Sonstige Untersuchungen

  • Experimentelle Untersuchungen bei Tieren im Rahmen der wissenschaftlichen Forschung;
  • Gutachten über die Freiheit des Trinkwassers von Krankheitserregern und über die chemische Zusammensetzung des Wassers;
  • dermatologische Untersuchungen von kosmetischen Stoffen;
  • Gutachten über die pharmakologische Wirkung eines Medikaments beim Menschen.
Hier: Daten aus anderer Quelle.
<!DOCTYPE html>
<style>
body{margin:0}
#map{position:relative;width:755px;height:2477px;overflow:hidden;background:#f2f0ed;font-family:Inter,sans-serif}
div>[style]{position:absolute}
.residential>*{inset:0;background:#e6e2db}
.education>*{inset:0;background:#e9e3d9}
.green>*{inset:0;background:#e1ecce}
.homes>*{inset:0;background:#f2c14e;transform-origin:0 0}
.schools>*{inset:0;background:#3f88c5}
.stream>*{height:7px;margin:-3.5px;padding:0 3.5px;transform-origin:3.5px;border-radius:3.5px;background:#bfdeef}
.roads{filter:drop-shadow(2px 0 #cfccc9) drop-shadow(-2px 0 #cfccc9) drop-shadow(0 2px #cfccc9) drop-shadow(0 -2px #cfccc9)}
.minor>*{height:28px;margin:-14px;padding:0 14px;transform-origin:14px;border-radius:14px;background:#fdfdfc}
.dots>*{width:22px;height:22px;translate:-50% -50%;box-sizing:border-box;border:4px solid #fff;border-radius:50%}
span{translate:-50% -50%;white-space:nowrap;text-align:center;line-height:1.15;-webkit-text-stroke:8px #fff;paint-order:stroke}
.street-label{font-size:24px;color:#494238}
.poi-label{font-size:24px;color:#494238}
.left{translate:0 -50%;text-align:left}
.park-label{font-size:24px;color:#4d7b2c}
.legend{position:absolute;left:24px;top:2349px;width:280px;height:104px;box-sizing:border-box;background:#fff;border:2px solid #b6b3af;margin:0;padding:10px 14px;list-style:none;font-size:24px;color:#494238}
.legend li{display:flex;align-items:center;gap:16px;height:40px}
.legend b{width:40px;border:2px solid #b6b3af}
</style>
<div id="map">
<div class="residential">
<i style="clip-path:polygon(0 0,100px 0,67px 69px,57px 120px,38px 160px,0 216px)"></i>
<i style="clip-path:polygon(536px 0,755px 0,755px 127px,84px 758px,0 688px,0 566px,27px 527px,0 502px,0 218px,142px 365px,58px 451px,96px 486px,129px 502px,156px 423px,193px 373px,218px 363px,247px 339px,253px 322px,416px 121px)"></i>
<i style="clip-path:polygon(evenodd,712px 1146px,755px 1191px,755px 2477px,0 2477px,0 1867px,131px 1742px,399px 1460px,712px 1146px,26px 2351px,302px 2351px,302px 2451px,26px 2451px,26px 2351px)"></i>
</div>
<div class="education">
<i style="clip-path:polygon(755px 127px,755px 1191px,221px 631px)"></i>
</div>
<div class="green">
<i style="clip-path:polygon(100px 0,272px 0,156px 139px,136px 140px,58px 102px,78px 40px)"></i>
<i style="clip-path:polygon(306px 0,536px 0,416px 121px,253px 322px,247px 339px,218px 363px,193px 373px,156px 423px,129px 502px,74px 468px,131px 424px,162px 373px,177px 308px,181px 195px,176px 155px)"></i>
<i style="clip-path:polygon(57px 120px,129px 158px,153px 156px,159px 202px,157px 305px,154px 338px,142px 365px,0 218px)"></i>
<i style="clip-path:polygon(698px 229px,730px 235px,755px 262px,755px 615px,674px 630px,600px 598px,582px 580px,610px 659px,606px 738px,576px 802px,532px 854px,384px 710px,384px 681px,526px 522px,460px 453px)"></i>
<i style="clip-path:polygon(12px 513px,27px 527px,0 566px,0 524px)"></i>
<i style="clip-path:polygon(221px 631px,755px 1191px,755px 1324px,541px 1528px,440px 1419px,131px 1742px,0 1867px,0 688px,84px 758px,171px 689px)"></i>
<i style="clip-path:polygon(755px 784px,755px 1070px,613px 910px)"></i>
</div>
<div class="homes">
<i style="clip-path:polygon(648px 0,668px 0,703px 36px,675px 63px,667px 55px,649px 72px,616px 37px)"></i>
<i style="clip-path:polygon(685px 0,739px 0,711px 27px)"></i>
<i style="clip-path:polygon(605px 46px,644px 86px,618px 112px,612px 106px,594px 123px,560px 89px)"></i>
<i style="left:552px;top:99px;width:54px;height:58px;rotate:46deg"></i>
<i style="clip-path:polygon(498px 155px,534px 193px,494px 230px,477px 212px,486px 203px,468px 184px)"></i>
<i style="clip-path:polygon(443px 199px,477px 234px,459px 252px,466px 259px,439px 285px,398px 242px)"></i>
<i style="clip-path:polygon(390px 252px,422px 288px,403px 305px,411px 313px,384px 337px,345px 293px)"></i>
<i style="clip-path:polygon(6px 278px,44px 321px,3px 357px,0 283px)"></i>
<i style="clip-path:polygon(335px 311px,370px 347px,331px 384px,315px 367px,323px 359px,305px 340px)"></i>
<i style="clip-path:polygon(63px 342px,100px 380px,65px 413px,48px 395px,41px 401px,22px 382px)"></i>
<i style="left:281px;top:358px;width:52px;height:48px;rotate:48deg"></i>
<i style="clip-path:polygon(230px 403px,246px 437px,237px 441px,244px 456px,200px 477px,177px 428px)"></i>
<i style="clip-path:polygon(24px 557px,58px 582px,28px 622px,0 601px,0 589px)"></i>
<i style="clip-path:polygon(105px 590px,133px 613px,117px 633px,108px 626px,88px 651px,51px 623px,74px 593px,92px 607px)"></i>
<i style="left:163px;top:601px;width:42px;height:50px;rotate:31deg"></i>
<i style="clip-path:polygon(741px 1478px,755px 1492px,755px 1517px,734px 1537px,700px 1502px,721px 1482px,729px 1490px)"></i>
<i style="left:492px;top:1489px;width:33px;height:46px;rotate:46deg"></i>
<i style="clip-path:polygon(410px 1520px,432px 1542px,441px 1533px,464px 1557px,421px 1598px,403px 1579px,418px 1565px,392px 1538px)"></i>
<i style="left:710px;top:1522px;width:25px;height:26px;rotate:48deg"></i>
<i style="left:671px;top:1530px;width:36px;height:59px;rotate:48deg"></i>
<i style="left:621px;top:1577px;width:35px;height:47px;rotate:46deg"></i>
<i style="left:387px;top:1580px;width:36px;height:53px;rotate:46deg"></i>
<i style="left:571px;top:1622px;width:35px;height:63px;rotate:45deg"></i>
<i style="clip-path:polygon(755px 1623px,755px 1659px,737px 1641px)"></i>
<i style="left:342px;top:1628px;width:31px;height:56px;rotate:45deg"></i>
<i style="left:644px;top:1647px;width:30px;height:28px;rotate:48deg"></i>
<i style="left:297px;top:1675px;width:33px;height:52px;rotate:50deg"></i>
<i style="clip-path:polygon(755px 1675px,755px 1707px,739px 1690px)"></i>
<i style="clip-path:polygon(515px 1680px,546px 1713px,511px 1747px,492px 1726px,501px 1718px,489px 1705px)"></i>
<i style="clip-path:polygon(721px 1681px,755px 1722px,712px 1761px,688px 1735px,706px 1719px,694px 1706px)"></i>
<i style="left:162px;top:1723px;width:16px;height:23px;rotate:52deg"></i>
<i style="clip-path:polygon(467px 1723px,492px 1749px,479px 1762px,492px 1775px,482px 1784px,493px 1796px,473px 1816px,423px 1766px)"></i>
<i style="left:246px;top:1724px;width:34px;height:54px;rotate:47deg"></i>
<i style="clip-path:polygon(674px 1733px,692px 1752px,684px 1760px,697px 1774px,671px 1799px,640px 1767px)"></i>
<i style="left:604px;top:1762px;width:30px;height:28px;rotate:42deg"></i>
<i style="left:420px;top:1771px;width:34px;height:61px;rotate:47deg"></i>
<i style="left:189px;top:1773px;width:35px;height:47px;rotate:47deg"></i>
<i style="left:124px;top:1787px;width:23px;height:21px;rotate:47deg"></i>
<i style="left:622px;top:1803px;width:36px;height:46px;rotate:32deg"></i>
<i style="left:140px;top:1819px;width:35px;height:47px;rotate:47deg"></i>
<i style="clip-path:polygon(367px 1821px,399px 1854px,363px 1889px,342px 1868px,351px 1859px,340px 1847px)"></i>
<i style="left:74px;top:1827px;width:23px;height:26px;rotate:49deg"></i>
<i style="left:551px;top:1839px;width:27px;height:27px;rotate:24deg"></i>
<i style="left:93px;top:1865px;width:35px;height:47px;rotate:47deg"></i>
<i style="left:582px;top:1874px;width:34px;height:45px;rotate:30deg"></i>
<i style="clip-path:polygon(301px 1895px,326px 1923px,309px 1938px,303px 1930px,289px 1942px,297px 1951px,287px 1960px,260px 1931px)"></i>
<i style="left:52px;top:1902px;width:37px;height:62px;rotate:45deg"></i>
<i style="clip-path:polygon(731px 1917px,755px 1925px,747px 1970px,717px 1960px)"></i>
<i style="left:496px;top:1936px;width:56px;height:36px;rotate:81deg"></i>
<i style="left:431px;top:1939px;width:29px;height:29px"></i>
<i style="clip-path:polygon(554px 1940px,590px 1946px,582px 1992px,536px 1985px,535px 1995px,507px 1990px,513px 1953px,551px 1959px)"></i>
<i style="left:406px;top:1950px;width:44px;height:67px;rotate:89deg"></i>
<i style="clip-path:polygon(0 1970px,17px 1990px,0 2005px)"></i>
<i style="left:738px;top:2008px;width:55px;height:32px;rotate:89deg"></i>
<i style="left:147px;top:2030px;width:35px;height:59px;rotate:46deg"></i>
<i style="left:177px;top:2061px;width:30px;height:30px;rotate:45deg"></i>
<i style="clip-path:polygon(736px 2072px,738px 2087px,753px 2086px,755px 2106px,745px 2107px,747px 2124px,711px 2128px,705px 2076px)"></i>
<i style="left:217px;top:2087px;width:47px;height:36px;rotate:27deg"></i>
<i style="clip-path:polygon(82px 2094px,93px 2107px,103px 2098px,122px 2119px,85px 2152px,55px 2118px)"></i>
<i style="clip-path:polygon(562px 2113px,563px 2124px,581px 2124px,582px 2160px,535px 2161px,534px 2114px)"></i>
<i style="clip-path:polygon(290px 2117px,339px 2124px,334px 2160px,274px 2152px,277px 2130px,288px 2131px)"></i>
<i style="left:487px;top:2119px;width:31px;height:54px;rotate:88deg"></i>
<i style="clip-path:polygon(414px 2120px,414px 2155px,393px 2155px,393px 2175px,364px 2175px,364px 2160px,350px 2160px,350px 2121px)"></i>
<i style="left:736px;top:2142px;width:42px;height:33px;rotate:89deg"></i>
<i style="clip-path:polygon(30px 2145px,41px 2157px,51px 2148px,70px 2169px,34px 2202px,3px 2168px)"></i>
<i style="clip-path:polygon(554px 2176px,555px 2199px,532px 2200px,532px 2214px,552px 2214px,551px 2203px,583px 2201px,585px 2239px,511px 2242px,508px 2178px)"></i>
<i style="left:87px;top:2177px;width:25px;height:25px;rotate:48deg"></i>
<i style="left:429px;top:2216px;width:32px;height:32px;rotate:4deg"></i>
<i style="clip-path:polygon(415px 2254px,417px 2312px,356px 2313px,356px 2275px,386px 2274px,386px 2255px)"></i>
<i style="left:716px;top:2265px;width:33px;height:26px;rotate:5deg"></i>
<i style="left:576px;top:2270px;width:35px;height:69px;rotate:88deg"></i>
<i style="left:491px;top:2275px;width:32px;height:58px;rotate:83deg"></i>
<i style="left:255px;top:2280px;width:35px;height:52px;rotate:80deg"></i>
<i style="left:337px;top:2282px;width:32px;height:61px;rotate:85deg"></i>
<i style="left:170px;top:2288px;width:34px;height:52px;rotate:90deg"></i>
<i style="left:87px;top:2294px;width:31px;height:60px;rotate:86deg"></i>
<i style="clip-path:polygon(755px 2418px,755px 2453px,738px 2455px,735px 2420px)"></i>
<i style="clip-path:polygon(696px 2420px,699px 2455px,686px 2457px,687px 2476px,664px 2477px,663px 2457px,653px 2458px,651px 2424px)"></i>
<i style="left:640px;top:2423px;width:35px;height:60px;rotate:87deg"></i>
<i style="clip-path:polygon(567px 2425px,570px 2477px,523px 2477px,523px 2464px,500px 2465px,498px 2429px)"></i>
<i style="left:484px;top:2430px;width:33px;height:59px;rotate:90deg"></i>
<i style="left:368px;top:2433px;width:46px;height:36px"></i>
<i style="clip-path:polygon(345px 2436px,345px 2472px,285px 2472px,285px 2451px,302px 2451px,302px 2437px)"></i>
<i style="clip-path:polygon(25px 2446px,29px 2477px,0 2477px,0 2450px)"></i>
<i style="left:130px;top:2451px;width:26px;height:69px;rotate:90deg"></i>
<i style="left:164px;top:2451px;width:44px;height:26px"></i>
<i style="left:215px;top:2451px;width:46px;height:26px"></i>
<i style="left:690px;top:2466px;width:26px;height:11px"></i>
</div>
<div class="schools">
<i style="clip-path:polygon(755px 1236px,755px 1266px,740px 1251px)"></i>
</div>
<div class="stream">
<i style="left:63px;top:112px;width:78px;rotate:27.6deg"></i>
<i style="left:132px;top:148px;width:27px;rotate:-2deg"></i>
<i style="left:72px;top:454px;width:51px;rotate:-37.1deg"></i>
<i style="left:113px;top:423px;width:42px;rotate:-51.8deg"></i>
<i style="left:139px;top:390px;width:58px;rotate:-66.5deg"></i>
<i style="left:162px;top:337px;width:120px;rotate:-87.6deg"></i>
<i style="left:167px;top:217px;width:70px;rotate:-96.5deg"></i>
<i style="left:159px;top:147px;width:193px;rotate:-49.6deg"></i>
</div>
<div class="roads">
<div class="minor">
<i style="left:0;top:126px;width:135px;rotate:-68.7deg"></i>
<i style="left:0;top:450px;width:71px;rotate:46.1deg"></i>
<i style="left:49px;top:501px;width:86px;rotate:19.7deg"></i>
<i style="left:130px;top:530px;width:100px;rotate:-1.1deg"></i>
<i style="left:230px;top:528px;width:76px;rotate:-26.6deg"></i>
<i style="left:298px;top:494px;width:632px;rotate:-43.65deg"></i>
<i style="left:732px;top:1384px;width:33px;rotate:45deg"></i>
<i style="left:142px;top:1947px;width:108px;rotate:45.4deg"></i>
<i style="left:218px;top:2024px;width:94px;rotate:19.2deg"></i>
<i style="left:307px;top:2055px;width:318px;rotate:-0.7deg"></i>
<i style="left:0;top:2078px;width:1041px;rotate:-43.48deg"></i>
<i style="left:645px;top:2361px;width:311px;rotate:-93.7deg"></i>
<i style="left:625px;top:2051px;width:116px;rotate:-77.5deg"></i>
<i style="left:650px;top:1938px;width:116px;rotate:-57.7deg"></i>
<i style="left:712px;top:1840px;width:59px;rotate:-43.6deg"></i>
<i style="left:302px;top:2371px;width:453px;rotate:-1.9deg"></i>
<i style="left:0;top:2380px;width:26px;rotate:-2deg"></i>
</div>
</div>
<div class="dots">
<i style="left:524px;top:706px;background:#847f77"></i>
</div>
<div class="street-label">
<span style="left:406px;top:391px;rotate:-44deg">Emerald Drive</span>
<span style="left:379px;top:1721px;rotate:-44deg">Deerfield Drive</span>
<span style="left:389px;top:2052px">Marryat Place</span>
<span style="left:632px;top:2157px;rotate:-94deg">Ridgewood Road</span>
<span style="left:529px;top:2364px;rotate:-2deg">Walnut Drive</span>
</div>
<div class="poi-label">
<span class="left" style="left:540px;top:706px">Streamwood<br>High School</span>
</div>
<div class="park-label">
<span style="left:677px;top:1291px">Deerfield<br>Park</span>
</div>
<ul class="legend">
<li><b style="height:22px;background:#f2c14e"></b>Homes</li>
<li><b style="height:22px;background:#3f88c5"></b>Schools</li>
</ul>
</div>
Sonstige ärztliche Leistungen

  • ärztliche Leistungen der Schönheitschirurgen, wenn kein therapeutisches Ziel im Vordergrund steht (vgl. Abschn. 4.14.1 Abs. 5 Nr. 8 UStAE). Gleiches gilt für vergleichbare Leistungen der Dermatologen, Zahnärzte oder Anästhesisten;
  • Entnahme, Beförderung und Analyse von Nabelschnurblut sowie die Lagerung der in diesem Blut enthaltenen Stammzellen, sofern eine damit zusammenhängende ärztliche Heilbehandlung weder stattgefunden hat noch begonnen wurde oder geplant ist (EuGH-Urteil vom 10.6.2010, C-262/08, UR 2010 S. 526);
  • ärztliche Anzeigen über eine Berufskrankheit als Entscheidungsgrundlage für die Kostenübernahme des Unfallversicherungsträgers, soweit nicht nach Nr. 2 steuerfrei;
  • Medizinisch nicht indizierte Eingriffe, z.B. Beschneidungen aus religiösen Gründen, stellen keine umsatzsteuerfreien Heilbehandlungen im Bereich der Humanmedizin dar. Die Prüfung einer medizinischen Notwendigkeit der Beschneidung ist hierbei in jedem Einzelfall vorzunehmen.